According to the balanced equation, the ratio of Sr(OH)2 to H3PO4 is 3:2. This means that for every 3 moles of Sr(OH)2, we need 2 moles of H3PO4.
First, let's convert the volume of the Sr(OH)2 solution (40 mL) into moles. Since we know the concentration of Sr(OH)2 is 0.15 M (moles per liter), we can use the formula:
moles = concentration x volume (in liters)

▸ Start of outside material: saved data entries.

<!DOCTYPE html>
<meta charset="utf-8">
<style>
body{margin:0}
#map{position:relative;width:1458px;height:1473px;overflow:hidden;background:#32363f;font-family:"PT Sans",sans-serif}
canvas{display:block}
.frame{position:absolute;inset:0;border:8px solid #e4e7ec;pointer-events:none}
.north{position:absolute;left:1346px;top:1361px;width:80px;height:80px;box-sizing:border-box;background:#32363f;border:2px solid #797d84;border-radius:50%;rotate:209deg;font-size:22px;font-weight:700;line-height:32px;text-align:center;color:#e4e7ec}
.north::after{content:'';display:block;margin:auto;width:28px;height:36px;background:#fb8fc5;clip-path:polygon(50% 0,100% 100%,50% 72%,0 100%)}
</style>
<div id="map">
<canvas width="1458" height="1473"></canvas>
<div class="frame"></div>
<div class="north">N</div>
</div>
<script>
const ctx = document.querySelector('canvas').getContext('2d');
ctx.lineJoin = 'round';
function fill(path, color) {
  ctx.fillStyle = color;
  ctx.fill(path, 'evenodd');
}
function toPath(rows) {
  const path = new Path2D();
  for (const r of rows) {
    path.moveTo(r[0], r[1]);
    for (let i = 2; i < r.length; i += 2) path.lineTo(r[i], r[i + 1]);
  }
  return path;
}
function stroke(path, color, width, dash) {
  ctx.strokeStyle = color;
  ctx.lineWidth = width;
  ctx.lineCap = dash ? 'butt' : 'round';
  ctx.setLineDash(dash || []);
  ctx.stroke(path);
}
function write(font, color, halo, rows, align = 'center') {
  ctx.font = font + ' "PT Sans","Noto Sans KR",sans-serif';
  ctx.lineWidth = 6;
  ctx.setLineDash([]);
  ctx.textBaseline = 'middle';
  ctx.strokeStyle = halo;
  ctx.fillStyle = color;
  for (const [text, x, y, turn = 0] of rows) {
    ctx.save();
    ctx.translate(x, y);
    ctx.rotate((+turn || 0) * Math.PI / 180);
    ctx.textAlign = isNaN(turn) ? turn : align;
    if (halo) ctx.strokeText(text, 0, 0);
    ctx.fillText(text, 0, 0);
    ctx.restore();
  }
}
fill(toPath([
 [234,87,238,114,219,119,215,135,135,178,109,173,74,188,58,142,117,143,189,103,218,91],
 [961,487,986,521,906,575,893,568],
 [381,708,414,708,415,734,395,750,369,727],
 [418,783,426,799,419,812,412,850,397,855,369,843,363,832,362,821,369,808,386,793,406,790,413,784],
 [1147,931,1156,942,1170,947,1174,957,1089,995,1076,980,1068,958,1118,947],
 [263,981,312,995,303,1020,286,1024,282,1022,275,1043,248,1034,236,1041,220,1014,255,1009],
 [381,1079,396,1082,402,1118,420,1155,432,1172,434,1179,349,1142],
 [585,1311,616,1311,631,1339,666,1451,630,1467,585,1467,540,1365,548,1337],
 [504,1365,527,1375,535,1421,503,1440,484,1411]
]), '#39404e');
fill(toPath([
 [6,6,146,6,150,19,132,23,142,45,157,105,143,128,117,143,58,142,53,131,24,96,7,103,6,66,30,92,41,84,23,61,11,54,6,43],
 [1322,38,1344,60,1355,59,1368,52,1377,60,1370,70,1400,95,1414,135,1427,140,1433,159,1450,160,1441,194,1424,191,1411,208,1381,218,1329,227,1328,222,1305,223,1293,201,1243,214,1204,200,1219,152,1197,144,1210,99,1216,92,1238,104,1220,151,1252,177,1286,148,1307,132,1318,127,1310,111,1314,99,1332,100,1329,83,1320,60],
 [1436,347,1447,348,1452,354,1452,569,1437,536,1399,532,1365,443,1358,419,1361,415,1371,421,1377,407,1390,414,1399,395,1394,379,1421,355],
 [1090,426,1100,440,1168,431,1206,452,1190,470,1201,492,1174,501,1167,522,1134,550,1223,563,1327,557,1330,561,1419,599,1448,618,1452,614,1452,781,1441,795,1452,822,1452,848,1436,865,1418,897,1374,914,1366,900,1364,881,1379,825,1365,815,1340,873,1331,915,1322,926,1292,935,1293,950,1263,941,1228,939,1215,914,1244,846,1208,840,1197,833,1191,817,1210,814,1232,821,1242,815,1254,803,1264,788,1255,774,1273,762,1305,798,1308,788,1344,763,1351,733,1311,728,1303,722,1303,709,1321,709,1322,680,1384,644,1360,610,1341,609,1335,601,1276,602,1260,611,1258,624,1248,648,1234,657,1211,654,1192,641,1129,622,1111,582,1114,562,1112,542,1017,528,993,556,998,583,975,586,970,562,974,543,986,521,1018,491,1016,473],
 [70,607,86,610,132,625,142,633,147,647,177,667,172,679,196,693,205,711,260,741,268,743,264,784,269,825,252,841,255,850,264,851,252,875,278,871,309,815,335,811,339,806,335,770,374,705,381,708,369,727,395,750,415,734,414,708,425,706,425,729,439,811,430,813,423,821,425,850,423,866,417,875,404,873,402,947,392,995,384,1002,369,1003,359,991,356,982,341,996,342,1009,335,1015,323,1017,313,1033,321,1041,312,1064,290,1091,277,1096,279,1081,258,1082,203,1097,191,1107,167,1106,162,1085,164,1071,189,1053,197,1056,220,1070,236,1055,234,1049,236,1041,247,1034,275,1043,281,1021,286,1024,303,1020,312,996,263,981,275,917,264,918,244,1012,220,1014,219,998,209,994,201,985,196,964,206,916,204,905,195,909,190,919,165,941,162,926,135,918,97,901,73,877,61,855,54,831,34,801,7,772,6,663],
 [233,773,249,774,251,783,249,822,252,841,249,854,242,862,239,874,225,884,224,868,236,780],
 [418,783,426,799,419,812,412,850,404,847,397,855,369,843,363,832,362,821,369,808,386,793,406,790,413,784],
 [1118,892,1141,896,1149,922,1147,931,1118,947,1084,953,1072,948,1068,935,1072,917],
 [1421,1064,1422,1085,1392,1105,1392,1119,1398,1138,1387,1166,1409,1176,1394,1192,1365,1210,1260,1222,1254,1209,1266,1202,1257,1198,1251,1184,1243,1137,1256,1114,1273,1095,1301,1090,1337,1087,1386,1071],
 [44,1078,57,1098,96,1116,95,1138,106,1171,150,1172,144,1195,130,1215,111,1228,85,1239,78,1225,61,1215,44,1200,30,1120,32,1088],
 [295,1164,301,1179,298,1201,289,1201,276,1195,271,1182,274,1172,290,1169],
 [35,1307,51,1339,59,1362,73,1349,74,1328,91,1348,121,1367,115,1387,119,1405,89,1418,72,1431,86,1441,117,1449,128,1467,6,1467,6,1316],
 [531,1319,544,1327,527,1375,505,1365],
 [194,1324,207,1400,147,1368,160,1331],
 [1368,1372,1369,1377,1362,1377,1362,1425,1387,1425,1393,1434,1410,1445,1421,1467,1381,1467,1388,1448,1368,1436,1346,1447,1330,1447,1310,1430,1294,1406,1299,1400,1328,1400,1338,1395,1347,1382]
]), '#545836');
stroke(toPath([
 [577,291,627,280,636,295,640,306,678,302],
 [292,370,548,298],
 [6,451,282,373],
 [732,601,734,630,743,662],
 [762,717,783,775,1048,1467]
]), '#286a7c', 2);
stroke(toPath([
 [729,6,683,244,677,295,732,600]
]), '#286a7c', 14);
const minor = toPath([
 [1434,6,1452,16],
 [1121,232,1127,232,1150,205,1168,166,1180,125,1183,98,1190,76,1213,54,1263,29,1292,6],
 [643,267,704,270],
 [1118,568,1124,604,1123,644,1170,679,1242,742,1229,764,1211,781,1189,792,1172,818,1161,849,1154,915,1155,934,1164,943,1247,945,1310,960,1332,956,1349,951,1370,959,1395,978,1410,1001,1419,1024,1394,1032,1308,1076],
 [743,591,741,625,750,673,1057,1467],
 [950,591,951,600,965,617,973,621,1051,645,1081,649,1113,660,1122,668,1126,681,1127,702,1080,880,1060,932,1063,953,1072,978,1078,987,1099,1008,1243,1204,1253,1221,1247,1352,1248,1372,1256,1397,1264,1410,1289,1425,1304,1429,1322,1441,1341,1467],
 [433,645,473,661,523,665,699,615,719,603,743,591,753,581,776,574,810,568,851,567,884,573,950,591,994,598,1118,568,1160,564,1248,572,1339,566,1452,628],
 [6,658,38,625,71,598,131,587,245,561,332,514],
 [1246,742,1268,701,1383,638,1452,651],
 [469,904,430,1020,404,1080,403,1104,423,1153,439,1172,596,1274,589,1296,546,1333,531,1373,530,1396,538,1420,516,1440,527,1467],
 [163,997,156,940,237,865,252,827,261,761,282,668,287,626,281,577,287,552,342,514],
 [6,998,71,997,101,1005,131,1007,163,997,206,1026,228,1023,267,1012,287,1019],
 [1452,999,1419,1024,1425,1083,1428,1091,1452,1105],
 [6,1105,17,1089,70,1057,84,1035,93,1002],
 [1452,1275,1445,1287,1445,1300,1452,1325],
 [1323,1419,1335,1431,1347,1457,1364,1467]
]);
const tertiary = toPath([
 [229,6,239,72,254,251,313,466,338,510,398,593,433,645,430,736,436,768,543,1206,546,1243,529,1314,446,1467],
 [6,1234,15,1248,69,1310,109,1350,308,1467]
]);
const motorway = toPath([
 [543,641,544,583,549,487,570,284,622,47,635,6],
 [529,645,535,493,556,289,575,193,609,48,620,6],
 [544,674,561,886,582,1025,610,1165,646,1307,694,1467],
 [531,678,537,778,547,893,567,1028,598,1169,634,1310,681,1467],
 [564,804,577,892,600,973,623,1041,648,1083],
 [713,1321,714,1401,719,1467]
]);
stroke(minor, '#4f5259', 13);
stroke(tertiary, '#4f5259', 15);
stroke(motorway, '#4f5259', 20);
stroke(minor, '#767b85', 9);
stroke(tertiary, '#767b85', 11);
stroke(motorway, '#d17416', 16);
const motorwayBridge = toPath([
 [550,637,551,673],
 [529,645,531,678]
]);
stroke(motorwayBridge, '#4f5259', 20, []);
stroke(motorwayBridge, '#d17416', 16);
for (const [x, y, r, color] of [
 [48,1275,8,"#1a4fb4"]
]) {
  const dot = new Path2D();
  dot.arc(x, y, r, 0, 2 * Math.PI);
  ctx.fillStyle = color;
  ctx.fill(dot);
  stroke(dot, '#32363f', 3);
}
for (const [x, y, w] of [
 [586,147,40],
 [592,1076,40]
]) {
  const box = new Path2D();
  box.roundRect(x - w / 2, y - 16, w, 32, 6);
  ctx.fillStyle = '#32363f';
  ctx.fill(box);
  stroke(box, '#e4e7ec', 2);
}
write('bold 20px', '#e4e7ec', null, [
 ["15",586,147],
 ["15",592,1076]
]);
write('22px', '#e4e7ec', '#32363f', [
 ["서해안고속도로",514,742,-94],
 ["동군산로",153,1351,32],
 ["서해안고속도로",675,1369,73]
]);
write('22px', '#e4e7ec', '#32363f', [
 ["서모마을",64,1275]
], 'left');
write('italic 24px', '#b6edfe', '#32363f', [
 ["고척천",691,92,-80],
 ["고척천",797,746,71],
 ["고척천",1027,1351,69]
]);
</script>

moles of Sr(OH)2 = 0.15 M x (40 mL / 1000 mL/ L) = 0.006 moles
Now, using the stoichiometric ratio, we can determine the moles of H3PO4 required for the reaction. Since the ratio of Sr(OH)2 to H3PO4 is 3:2, we can set up the following proportion:
3 moles Sr(OH)2 / 2 moles H3PO4 = 0.006 moles Sr(OH)2 / x moles H3PO4
Solving for x (the moles of H3PO4):
x = (2 moles H3PO4 / 3 moles Sr(OH)2) * 0.006 moles Sr(OH)2 = 0.004 moles H3PO4
Finally, we can find the molarity of the H3PO4 solution by dividing the moles of H3PO4 by its volume in liters:
Molarity = moles / volume (in liters)
We were given the volume of the H3PO4 solution as 20 mL, so converting it to liters:
Molarity = 0.004 moles H3PO4 / (20 mL / 1000 mL/L) = 0.2 M
Therefore, the molarity of the H3PO4 solution is 0.2 M.